Il vantaggio, più che in termini economici o di riduzione del tempo (alla fine sono circa 20 minuti ad ettaro), potrebbe essere quello di tempestività di intervento, nel senso di poter effettuare il trattamento anche in un terreno inaccessibile al mezzo agricolo perché bagnato dopo una pioggia (quando la drupa si ripulisce e dunque è più soggetta ad attacco) o dopo una grandinata (quando vi è magari urgenza di trattamento per alcune varietà contro la rogna). Potrebbe risultare particolarmente utile anche in oliveti posizionati in zone impervie o poco accessibili per un trattore o semplicemente più distanti dal deposito dei mezzi.
“È l’inizio di una sperimentazione che sarà ripetuta per altre tre volte nello stesso terreno – spiega Paolo Zani (nella foto), responsabile tecnico di Aipol per la zona del basso Garda – così da permetterci di capire se è un progetto efficace e funzionale. In particolare, in questa fase ci interessa valutare la taratura degli ugelli, quanto prodotto arriva alla pianta e quanto al terreno, se vi sia dispersione oltre il confine dell’oliveto stesso, vagliando anche l’infestazione attiva. Abbiamo scelto un oliveto che ha caratteristiche simili a tanti altri sia per varietà, che per tipologia di allevamento che per sesto di impianto, così da poter essere replicabile in ogni altra parte d’Italia qualora i risultati siano confortanti sotto il profilo dell’efficacia e della riduzione dei costi”.

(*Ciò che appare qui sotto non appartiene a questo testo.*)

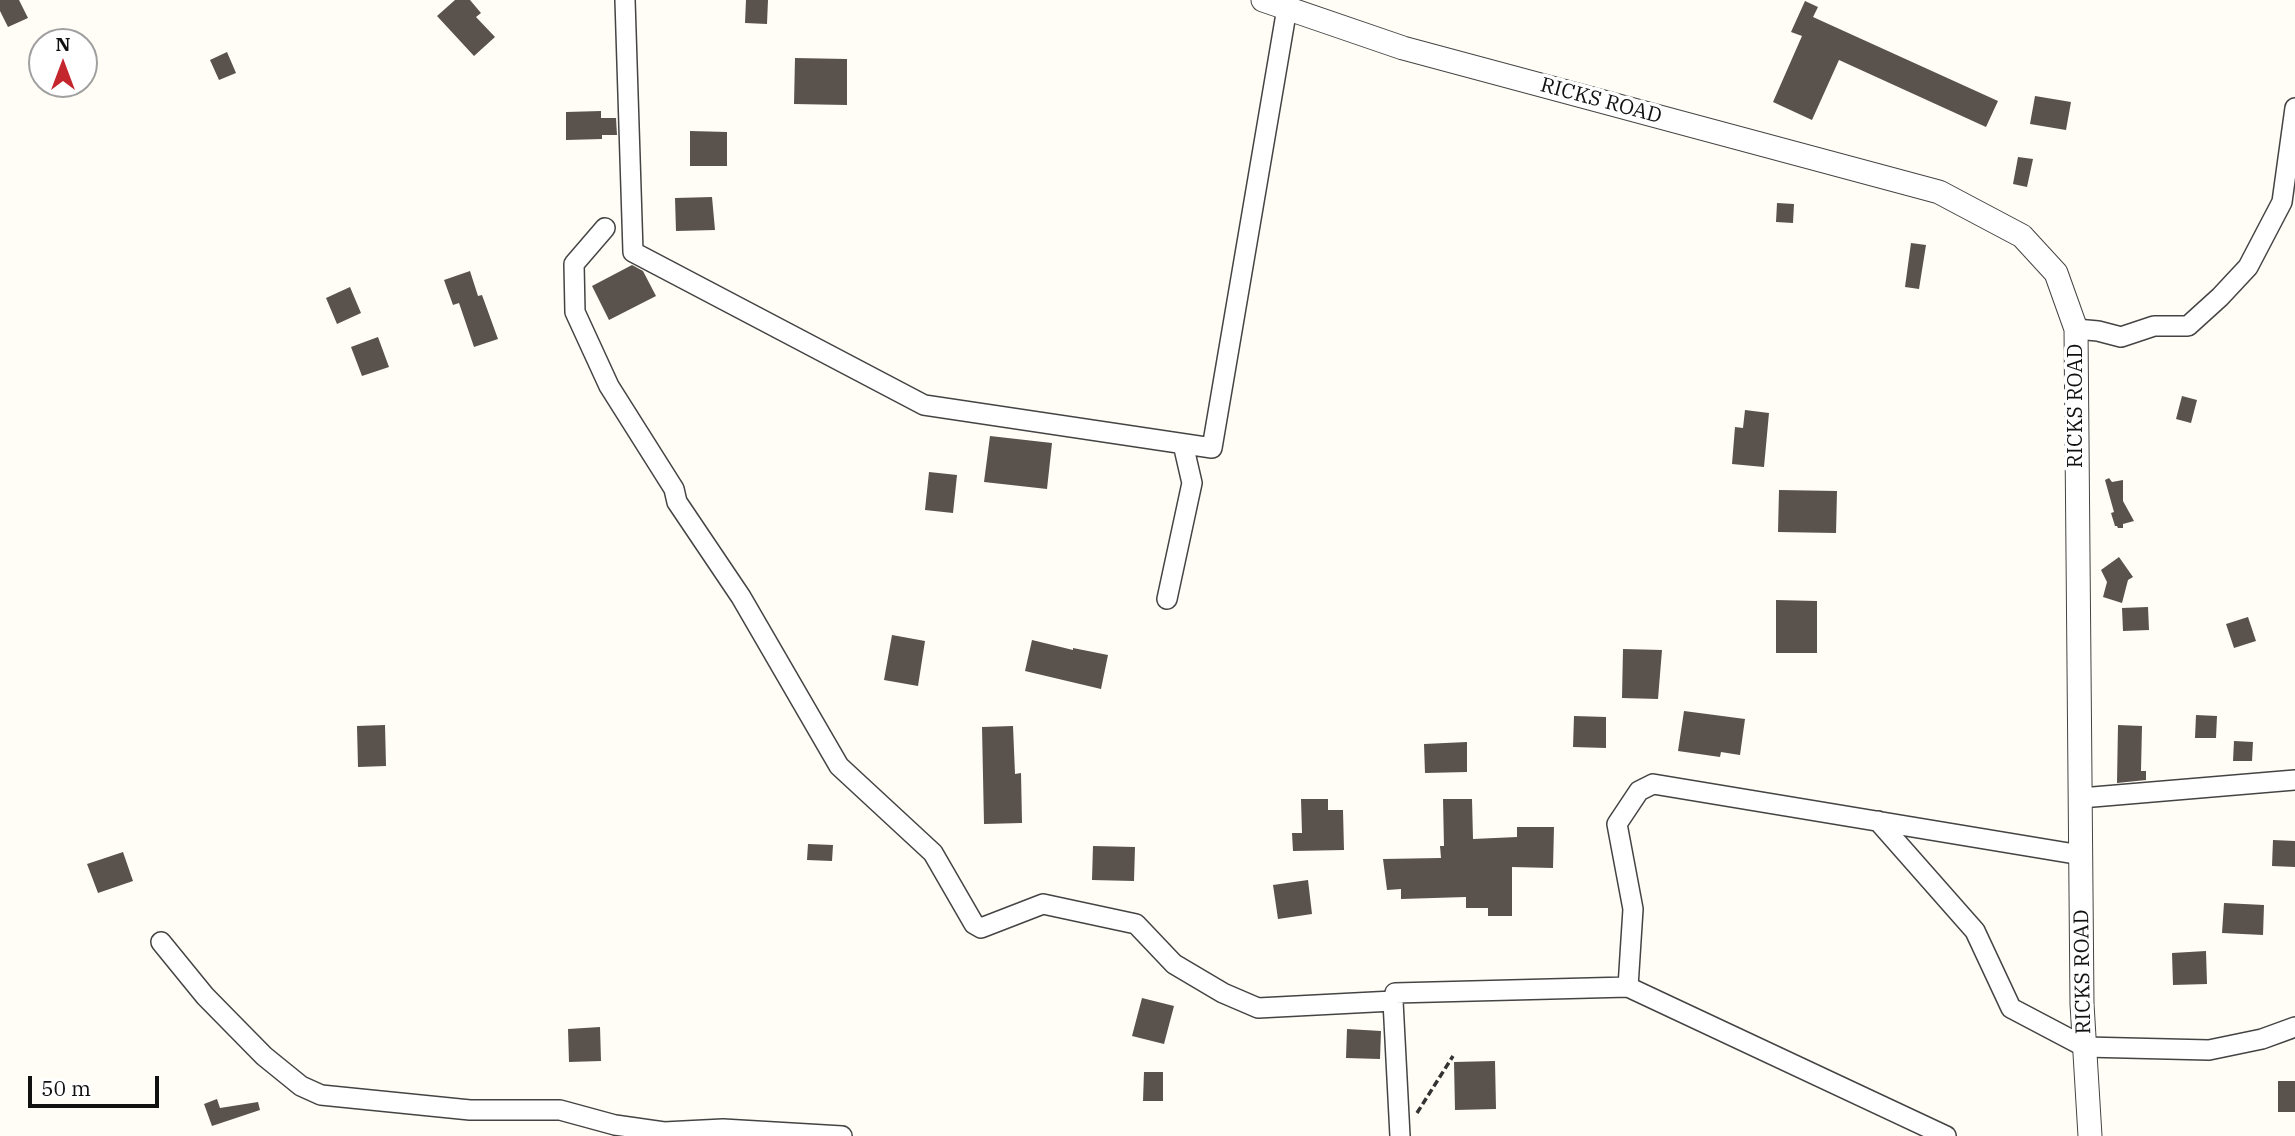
<!DOCTYPE html>
<style>
body{margin:0}
#map{position:relative;width:2295px;height:1136px;overflow:hidden;background:#fffdf5;font-family:"IBM Plex Serif",serif}
canvas{display:block}
.north{position:absolute;left:28px;top:28px;width:70px;height:70px;box-sizing:border-box;background:#fff;border:2px solid #a0a0a0;border-radius:50%;rotate:0deg;font-size:19px;font-weight:700;line-height:28px;text-align:center;color:#111}
.north::after{content:'';display:block;margin:auto;width:24px;height:32px;background:#c4262e;clip-path:polygon(50% 0,100% 100%,50% 72%,0 100%)}
.scale{position:absolute;left:28px;top:1076px;width:131px;height:32px;box-sizing:border-box;border:4px solid #111;border-top:0;padding-left:9px;font-size:21px;line-height:24px;white-space:nowrap;color:#111;-webkit-text-stroke:5px #fff;paint-order:stroke}
</style>
<div id="map">
<canvas width="2295" height="1136"></canvas>
<div class="north">N</div>
<div class="scale">50 m</div>
</div>
<script>
const ctx = document.querySelector('canvas').getContext('2d');
ctx.lineJoin = 'round';
function paint(path, color) { ctx.fillStyle = color; ctx.fill(path, 'evenodd'); }
const shape = rows => new Path2D(rows.map(r => 'M' + r).join(''));
function stroke(path, color, width, dash) { ctx.strokeStyle = color; ctx.lineWidth = width; ctx.lineCap = dash ? 'butt' : 'round'; ctx.setLineDash(dash || []); ctx.stroke(path); }
function write(font, color, halo, rows, align = 'center') {
  ctx.font = font + ' "IBM Plex Serif",serif'; ctx.lineWidth = 7; ctx.setLineDash([]); ctx.textBaseline = 'middle'; ctx.strokeStyle = halo; ctx.fillStyle = color; for (const [text, x, y, turn = 0] of rows) {
    ctx.save(); ctx.translate(x, y); ctx.rotate((+turn || 0) * Math.PI / 180); ctx.textAlign = isNaN(turn) ? turn : align; if (halo) ctx.strokeText(text, 0, 0); ctx.fillText(text, 0, 0); ctx.restore();
  }
}
paint(shape([
 [0,0,19,0,28,18,8,27,0,11],
 [455,0,470,0,481,13,476,17,495,37,474,56,437,16],
 [746,0,768,0,767,24,745,23],
 [1805,1,1818,7,1813,17,1998,101,1986,127,1839,60,1812,120,1773,102,1802,36,1791,32],
 [227,52,236,73,219,80,210,60],
 [795,58,847,59,847,105,794,104],
 [2035,96,2071,102,2066,130,2030,124],
 [601,111,601,118,616,118,617,135,602,135,602,139,566,140,566,112],
 [690,131,727,132,727,166,690,166],
 [2018,157,2033,159,2027,187,2013,184],
 [712,197,715,230,676,231,675,198],
 [1777,203,1794,204,1793,223,1776,222],
 [1911,243,1926,245,1919,289,1905,287],
 [632,265,643,271,656,296,609,320,592,286],
 [470,271,478,296,482,295,498,339,474,347,459,303,453,305,444,280],
 [350,287,361,313,337,324,326,298],
 [378,337,389,367,362,376,351,347],
 [2182,396,2197,400,2191,423,2176,419],
 [1745,410,1769,413,1764,467,1732,464,1735,427,1743,428],
 [990,436,1052,443,1047,489,984,482],
 [929,472,957,475,953,513,925,510],
 [2109,478,2112,482,2123,480,2123,501,2134,521,2123,524,2123,528,2118,528,2117,526,2115,526,2111,513,2114,512,2105,480],
 [1779,490,1837,491,1836,533,1778,532],
 [2119,557,2133,577,2128,580,2122,603,2103,597,2107,582,2101,570],
 [1776,600,1817,601,1817,653,1776,653],
 [2148,607,2149,630,2123,631,2122,608],
 [2248,617,2256,641,2234,648,2226,624],
 [892,635,925,641,918,686,884,680],
 [1032,640,1073,650,1073,648,1108,655,1101,689,1025,671],
 [1623,649,1662,650,1658,699,1622,698],
 [1684,711,1745,719,1740,755,1721,752,1720,757,1678,751],
 [2196,715,2217,716,2216,738,2195,738],
 [1574,716,1606,717,1606,748,1573,747],
 [385,725,386,766,358,767,357,726],
 [2118,725,2142,726,2141,771,2146,771,2146,780,2117,783],
 [1013,726,1015,774,1021,773,1022,823,984,824,982,727],
 [2234,741,2253,742,2252,761,2233,761],
 [1467,742,1467,772,1425,773,1424,744],
 [1301,799,1328,799,1328,810,1343,810,1344,850,1293,851,1292,833,1302,833],
 [1443,799,1472,799,1473,839,1517,837,1517,827,1554,827,1553,868,1512,867,1512,916,1488,916,1488,908,1466,908,1466,897,1401,899,1401,889,1387,890,1383,859,1441,858,1440,846,1444,846],
 [2273,840,2295,841,2295,867,2272,866],
 [808,844,833,845,832,861,807,860],
 [1093,846,1135,847,1134,881,1092,880],
 [123,852,133,881,98,893,87,864],
 [1308,880,1312,914,1278,919,1273,885],
 [2224,903,2264,905,2263,935,2222,933],
 [2206,951,2207,984,2173,985,2172,953],
 [1142,998,1174,1006,1164,1044,1132,1036],
 [600,1027,601,1061,569,1062,568,1029],
 [1347,1029,1381,1031,1380,1059,1346,1058],
 [1495,1061,1496,1109,1455,1110,1454,1062],
 [1144,1072,1163,1072,1163,1101,1143,1101],
 [2278,1081,2295,1081,2295,1112,2278,1112],
 [217,1099,220,1108,258,1102,260,1110,212,1126,204,1104]
]), '#5a524d');
const minor = shape([
 [625,0,633,252,924,405,1212,448,1287,8],
 [605,228,574,264,575,312,609,386,674,489,677,502,741,597,839,766,933,853,974,924,981,928,1043,904,1136,924,1174,964,1223,993,1258,1008,1393,1001],
 [2076,329,2098,331,2121,337,2154,326,2188,326,2220,297,2248,267,2282,202,2295,108],
 [1167,599,1192,483,1183,444],
 [2081,798,2295,780],
 [1878,821,1975,931,2011,1008,2085,1047,2209,1050,2262,1039,2295,1027],
 [161,942,205,996,264,1056,301,1086,321,1095,470,1110,560,1110,615,1125,664,1132,723,1129,842,1136],
 [1628,987,1633,909,1617,824,1639,791,1653,784,2081,855],
 [1400,1136,1393,1001,1395,993,1628,987,1946,1136]
]);
const tertiary = shape([
 [1263,0,1403,48,1939,192,2022,236,2056,273,2076,329,2082,1004,2090,1136]
]);
stroke(minor, '#444', 22);
stroke(tertiary, '#444', 25);
stroke(shape([
 [1417,1113,1453,1056]
]), '#333', 3.5, [7, 3.5]);
stroke(minor, '#fff', 19);
stroke(tertiary, '#fff', 23);
write('21px', '#111', '#fff', [
 ["RICKS ROAD",1601,101,15],
 ["RICKS ROAD",2076,406,-90],
 ["RICKS ROAD",2083,972,-91]
]);
</script>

L’attività è stata autorizzata dal Ministero della Salute. Oltre che per la lotta alla mosca, il drone potrebbe essere utilizzato per tutte quelle attività che richiedono la distribuzione di prodotti fitosanitari.
“La normativa nazionale non prevede, ad oggi – ha ricordato al riguardo l’assessore regionale all’agricoltura Fabio Rolfi – l’utilizzo dei droni per l’applicazione di prodotti fitosanitari. Il nostro piano, primo a livello nazionale, farà da apripista a tutto il comparto italiano. Ci aspettiamo ottimi risultati. Da qui deve partire anche un adeguamento della legge”.